= Thierry IV =

Frankish noble (flourished c. 770–793)

Theoderic IV ( c. 770–793, French: Thierry IV) was a Frankish noble and royal missus.

Theoderic's parentage is not directly attested. Speculation about how his grandson Bernard of Septimania came to be described as sharing the blood of the Carolingian rulers has led to hypotheses regarding Theuderic's ancestry. One possible route has involved a relationship to Charlemagne's maternal great-grandmother, Bertrada of Prüm. A donation she executed was witnessed first by her only son, Charibert, and then by Bernarius, Chrodlanda and Theoderic. Bernarius and Chrodlanda seem to match the Guarnarius and Rotlindis who appear in a 751 document. Based on their prominence in this donation, it has been suggested that Chrodlanda/Rotlindis was either daughter or sister of Bertrada. The last of the witnesses of Bertrada of Prüm's donation, Theoderic, is suggested either to be one and the same with Thierry, or else his father.

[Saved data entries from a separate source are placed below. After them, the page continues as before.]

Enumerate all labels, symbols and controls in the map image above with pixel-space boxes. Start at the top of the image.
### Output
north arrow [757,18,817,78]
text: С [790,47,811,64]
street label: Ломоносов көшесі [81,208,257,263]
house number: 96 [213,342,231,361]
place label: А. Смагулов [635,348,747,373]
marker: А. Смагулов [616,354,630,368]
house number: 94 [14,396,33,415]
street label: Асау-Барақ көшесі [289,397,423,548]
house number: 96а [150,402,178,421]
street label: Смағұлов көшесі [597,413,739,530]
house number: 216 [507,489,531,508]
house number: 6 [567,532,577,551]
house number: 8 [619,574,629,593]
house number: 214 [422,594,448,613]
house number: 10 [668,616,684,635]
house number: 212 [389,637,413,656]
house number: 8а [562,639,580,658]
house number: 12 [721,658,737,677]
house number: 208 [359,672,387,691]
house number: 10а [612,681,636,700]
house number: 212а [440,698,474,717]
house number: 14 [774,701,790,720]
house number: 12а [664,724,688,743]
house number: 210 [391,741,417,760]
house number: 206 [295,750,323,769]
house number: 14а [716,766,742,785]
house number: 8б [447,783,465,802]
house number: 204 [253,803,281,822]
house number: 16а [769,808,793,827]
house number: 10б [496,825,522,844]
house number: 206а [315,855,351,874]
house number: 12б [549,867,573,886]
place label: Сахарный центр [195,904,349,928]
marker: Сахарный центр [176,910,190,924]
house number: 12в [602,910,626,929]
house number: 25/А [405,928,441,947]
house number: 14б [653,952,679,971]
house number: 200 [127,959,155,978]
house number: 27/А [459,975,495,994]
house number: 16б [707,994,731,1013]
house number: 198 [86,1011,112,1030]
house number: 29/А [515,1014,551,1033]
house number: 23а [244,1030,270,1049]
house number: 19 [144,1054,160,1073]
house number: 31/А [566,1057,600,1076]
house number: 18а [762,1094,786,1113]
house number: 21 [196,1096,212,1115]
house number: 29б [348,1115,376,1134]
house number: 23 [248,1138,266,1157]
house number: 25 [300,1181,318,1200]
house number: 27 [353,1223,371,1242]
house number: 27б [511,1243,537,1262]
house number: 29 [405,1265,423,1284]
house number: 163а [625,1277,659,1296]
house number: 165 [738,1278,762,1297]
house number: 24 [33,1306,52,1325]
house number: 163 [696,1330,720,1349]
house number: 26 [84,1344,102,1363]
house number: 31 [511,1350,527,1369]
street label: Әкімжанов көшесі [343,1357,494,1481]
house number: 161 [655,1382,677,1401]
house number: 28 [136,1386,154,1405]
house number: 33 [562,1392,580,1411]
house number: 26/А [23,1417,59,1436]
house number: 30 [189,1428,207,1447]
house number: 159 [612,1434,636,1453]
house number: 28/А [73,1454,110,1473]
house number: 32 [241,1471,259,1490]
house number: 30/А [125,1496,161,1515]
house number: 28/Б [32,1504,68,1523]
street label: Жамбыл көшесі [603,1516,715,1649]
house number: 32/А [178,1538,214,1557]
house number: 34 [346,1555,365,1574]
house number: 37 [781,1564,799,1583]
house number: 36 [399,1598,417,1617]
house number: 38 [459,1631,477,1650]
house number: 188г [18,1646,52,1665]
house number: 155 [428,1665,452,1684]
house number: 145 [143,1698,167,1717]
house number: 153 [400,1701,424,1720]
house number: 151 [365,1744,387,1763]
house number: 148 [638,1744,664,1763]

A second possible avenue for a relationship comes via Theoderic's wife, Aldana, whose parentage is not directly documented but who had known sisters, Hiltrudis and Landrada. Hiltrudis was the name of a documented daughter of Charles Martel and sister of Pepin III, while a medieval saint's vita of uncertain reliability also gives Martel a daughter Landrada, leading to the suggestion that Aldana was likewise his daughter. The two possible relationships to the Carolingians need not be viewed as mutually exclusive.

==Children==
Theoderic and Aldana had:
- William of Gellone (755 – 28 May 812/814)
- Theodino, father of a Theoderic ( 815–819)
- Adalhelm of Autun
- Albana
- Bertana

==Sources==
- Bouchard, Constance Brittain (2001). "Those of My Blood: Creating Noble Families in Medieval Francia"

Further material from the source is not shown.